* [WORK INSTRUCTION]: Go through the entries and copy every one exactly.

* [RECORD SET]:
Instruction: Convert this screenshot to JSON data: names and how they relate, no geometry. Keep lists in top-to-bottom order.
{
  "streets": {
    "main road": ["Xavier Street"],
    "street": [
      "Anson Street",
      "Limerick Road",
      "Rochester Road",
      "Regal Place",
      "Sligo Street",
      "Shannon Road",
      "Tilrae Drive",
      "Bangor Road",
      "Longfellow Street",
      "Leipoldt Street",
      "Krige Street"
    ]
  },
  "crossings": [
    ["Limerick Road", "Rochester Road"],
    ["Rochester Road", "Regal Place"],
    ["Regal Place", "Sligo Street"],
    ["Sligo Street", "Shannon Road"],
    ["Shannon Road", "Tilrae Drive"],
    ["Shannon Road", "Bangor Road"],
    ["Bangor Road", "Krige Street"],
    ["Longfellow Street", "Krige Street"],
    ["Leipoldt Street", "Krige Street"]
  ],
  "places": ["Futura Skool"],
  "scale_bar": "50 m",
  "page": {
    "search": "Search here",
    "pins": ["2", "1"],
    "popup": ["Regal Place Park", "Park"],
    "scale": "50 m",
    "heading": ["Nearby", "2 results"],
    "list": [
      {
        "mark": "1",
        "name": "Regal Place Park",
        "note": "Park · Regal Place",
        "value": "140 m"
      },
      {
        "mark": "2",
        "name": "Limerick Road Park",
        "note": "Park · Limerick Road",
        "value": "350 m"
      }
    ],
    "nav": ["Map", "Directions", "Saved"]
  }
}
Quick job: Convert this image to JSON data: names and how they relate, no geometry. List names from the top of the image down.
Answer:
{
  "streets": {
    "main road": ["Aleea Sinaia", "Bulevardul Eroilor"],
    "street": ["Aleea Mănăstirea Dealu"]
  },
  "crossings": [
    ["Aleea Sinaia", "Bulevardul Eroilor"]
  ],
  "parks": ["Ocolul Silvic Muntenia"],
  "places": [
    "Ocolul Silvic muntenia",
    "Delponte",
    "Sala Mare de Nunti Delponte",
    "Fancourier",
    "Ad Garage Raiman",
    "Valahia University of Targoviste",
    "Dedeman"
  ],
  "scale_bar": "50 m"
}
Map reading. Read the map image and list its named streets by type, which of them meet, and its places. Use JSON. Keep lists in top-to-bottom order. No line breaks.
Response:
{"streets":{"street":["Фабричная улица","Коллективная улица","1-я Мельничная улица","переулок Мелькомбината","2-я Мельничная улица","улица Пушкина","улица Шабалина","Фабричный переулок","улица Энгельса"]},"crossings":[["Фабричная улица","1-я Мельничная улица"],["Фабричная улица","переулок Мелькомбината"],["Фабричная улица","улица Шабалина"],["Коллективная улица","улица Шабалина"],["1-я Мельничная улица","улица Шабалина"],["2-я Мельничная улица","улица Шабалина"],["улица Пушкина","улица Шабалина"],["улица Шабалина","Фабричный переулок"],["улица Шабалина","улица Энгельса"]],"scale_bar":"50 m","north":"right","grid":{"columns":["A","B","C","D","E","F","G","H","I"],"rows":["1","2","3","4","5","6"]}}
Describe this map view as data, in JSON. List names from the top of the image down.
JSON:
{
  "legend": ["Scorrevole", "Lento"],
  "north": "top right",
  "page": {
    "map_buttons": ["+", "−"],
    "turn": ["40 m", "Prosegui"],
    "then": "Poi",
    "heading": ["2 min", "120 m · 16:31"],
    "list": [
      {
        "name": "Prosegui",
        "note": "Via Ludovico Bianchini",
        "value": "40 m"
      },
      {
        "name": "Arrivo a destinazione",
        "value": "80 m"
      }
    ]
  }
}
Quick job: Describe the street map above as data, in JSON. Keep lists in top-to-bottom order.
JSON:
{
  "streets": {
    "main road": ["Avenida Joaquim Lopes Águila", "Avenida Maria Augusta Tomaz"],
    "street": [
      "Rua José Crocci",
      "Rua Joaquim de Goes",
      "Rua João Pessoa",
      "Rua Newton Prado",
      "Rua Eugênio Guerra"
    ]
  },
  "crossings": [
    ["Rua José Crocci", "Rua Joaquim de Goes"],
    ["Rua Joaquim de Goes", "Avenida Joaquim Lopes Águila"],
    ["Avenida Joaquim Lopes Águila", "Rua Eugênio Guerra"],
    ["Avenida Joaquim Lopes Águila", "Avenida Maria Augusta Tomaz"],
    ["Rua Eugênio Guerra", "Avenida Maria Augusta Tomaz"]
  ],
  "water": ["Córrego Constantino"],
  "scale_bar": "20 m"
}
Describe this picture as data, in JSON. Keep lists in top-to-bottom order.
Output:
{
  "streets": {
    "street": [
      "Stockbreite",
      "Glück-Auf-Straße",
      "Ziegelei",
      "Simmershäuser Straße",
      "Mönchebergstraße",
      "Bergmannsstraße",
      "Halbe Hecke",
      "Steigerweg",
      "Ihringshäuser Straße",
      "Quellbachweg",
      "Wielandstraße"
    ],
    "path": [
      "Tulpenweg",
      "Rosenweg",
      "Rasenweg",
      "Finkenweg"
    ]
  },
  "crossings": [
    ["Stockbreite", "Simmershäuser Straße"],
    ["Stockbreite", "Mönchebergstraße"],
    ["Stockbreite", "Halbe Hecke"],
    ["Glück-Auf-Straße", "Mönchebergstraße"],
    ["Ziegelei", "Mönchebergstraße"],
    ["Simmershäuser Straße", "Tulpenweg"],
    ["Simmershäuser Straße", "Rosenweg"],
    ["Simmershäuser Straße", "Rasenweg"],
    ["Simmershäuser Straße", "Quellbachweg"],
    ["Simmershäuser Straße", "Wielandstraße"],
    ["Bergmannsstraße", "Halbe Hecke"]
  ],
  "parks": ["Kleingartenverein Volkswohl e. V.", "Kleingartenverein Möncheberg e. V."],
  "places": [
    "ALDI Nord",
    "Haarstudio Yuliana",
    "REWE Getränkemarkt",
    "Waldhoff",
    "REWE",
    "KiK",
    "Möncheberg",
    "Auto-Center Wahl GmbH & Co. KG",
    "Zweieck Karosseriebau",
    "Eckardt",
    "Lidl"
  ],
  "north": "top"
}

* [RESULT OF THIS EXERCISE]:
Instruction: Convert this screenshot to JSON data: names and how they relate, no geometry. Keep lists in top-to-bottom order.
{
  "streets": {
    "main road": ["Xavier Street"],
    "street": [
      "Anson Street",
      "Limerick Road",
      "Rochester Road",
      "Regal Place",
      "Sligo Street",
      "Shannon Road",
      "Tilrae Drive",
      "Bangor Road",
      "Longfellow Street",
      "Leipoldt Street",
      "Krige Street"
    ]
  },
  "crossings": [
    ["Limerick Road", "Rochester Road"],
    ["Rochester Road", "Regal Place"],
    ["Regal Place", "Sligo Street"],
    ["Sligo Street", "Shannon Road"],
    ["Shannon Road", "Tilrae Drive"],
    ["Shannon Road", "Bangor Road"],
    ["Bangor Road", "Krige Street"],
    ["Longfellow Street", "Krige Street"],
    ["Leipoldt Street", "Krige Street"]
  ],
  "places": ["Futura Skool"],
  "scale_bar": "50 m",
  "page": {
    "search": "Search here",
    "pins": ["2", "1"],
    "popup": ["Regal Place Park", "Park"],
    "scale": "50 m",
    "heading": ["Nearby", "2 results"],
    "list": [
      {
        "mark": "1",
        "name": "Regal Place Park",
        "note": "Park · Regal Place",
        "value": "140 m"
      },
      {
        "mark": "2",
        "name": "Limerick Road Park",
        "note": "Park · Limerick Road",
        "value": "350 m"
      }
    ],
    "nav": ["Map", "Directions", "Saved"]
  }
}
Quick job: Convert this image to JSON data: names and how they relate, no geometry. List names from the top of the image down.
Answer:
{
  "streets": {
    "main road": ["Aleea Sinaia", "Bulevardul Eroilor"],
    "street": ["Aleea Mănăstirea Dealu"]
  },
  "crossings": [
    ["Aleea Sinaia", "Bulevardul Eroilor"]
  ],
  "parks": ["Ocolul Silvic Muntenia"],
  "places": [
    "Ocolul Silvic muntenia",
    "Delponte",
    "Sala Mare de Nunti Delponte",
    "Fancourier",
    "Ad Garage Raiman",
    "Valahia University of Targoviste",
    "Dedeman"
  ],
  "scale_bar": "50 m"
}
Map reading. Read the map image and list its named streets by type, which of them meet, and its places. Use JSON. Keep lists in top-to-bottom order. No line breaks.
Response:
{"streets":{"street":["Фабричная улица","Коллективная улица","1-я Мельничная улица","переулок Мелькомбината","2-я Мельничная улица","улица Пушкина","улица Шабалина","Фабричный переулок","улица Энгельса"]},"crossings":[["Фабричная улица","1-я Мельничная улица"],["Фабричная улица","переулок Мелькомбината"],["Фабричная улица","улица Шабалина"],["Коллективная улица","улица Шабалина"],["1-я Мельничная улица","улица Шабалина"],["2-я Мельничная улица","улица Шабалина"],["улица Пушкина","улица Шабалина"],["улица Шабалина","Фабричный переулок"],["улица Шабалина","улица Энгельса"]],"scale_bar":"50 m","north":"right","grid":{"columns":["A","B","C","D","E","F","G","H","I"],"rows":["1","2","3","4","5","6"]}}
Describe this map view as data, in JSON. List names from the top of the image down.
JSON:
{
  "legend": ["Scorrevole", "Lento"],
  "north": "top right",
  "page": {
    "map_buttons": ["+", "−"],
    "turn": ["40 m", "Prosegui"],
    "then": "Poi",
    "heading": ["2 min", "120 m · 16:31"],
    "list": [
      {
        "name": "Prosegui",
        "note": "Via Ludovico Bianchini",
        "value": "40 m"
      },
      {
        "name": "Arrivo a destinazione",
        "value": "80 m"
      }
    ]
  }
}
Quick job: Describe the street map above as data, in JSON. Keep lists in top-to-bottom order.
JSON:
{
  "streets": {
    "main road": ["Avenida Joaquim Lopes Águila", "Avenida Maria Augusta Tomaz"],
    "street": [
      "Rua José Crocci",
      "Rua Joaquim de Goes",
      "Rua João Pessoa",
      "Rua Newton Prado",
      "Rua Eugênio Guerra"
    ]
  },
  "crossings": [
    ["Rua José Crocci", "Rua Joaquim de Goes"],
    ["Rua Joaquim de Goes", "Avenida Joaquim Lopes Águila"],
    ["Avenida Joaquim Lopes Águila", "Rua Eugênio Guerra"],
    ["Avenida Joaquim Lopes Águila", "Avenida Maria Augusta Tomaz"],
    ["Rua Eugênio Guerra", "Avenida Maria Augusta Tomaz"]
  ],
  "water": ["Córrego Constantino"],
  "scale_bar": "20 m"
}
Describe this picture as data, in JSON. Keep lists in top-to-bottom order.
Output:
{
  "streets": {
    "street": [
      "Stockbreite",
      "Glück-Auf-Straße",
      "Ziegelei",
      "Simmershäuser Straße",
      "Mönchebergstraße",
      "Bergmannsstraße",
      "Halbe Hecke",
      "Steigerweg",
      "Ihringshäuser Straße",
      "Quellbachweg",
      "Wielandstraße"
    ],
    "path": [
      "Tulpenweg",
      "Rosenweg",
      "Rasenweg",
      "Finkenweg"
    ]
  },
  "crossings": [
    ["Stockbreite", "Simmershäuser Straße"],
    ["Stockbreite", "Mönchebergstraße"],
    ["Stockbreite", "Halbe Hecke"],
    ["Glück-Auf-Straße", "Mönchebergstraße"],
    ["Ziegelei", "Mönchebergstraße"],
    ["Simmershäuser Straße", "Tulpenweg"],
    ["Simmershäuser Straße", "Rosenweg"],
    ["Simmershäuser Straße", "Rasenweg"],
    ["Simmershäuser Straße", "Quellbachweg"],
    ["Simmershäuser Straße", "Wielandstraße"],
    ["Bergmannsstraße", "Halbe Hecke"]
  ],
  "parks": ["Kleingartenverein Volkswohl e. V.", "Kleingartenverein Möncheberg e. V."],
  "places": [
    "ALDI Nord",
    "Haarstudio Yuliana",
    "REWE Getränkemarkt",
    "Waldhoff",
    "REWE",
    "KiK",
    "Möncheberg",
    "Auto-Center Wahl GmbH & Co. KG",
    "Zweieck Karosseriebau",
    "Eckardt",
    "Lidl"
  ],
  "north": "top"
}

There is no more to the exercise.